The name Lockwood has been a part of Oakland for a long time. I am still looking into where the name came from. Lockwood was (is) considered a part of the Elmhurst District.
In 1875 the Lockwood School District reported the following:
The Site
The site of Lockwood Gardens was once the extensive estate of William Cluff Jr., a wholesale grocer of some prominence in the early days.
Lockwood Gardens is located between 64th and 66th Avenues on the south side of East 14th Street on 2 1/2 acres of land that was occupied by a golf practice range and one house.
Planning Stages
The proposed housing development that would become Lockwood Gardens was met with protest. The major complaints were as follows.
One of the provisions in the funding of government housing for the city was to carry out an “equilievant demolition” program. Under the provision for every new housing unit built, a substandard dwelling not within the project area must be demolished. The city had not met the requirements of the projects built in West Oakland. Lockwood was 372 housing units. Over 500 hundred homes would have to be demolished.

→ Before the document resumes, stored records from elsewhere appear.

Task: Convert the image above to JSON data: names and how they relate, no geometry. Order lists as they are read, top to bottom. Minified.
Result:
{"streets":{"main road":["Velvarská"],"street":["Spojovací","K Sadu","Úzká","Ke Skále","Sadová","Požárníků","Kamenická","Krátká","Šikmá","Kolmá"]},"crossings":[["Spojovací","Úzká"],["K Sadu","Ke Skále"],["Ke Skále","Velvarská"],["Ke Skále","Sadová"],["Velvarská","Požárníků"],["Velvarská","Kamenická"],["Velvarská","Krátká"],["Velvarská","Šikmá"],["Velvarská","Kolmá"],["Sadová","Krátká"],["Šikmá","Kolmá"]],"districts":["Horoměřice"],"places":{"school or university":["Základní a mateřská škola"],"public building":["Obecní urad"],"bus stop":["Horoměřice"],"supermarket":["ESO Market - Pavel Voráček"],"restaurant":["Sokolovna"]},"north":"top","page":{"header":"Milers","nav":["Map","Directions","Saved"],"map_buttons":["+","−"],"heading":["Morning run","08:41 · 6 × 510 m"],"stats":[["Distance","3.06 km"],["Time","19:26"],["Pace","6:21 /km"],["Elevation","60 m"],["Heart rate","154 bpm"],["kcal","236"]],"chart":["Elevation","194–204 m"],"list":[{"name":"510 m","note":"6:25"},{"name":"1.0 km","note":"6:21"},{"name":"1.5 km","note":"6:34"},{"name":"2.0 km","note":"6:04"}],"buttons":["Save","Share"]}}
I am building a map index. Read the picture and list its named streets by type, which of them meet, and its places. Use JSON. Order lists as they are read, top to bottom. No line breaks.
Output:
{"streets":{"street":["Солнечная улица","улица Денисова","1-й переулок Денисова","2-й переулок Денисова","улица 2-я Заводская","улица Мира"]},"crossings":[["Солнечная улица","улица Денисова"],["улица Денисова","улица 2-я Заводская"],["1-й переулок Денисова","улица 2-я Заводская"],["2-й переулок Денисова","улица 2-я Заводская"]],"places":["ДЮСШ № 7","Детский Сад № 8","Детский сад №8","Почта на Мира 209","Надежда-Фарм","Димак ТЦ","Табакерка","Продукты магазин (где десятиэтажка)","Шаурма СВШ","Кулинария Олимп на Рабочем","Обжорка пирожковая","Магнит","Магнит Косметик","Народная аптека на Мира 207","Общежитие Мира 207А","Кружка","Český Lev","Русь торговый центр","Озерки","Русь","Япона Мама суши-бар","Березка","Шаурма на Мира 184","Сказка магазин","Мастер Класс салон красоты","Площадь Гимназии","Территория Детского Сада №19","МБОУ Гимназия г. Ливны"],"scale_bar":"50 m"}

The cost of building the projects was about $1,175,525. Lockwood was ready for occupancy in 1942.
The Early Years
Lockwood opened in August of 1942. Originally designed for low-income families regardless of employment, they were converted for the use of families in the defense industry only.
“this metropolitan area’s answer to Govenment housing officials prayers”
Oakland Tribune 1944
In 1944 Lockwood had a population of 1600, which included 372 family units and a total of 800 children. An all-volunteer Community Council. A very active Improvement Club to promote unity among the residents and expand social and sports programs for adults and children.
There were two newspapers and two orchestras that provided music for the semi-monthly adult dances and the weekly teen dances. There was a community victory garden.
Organized girls’ and boys’ clubs and carried out a full program of social and sports activities under the direction of volunteers.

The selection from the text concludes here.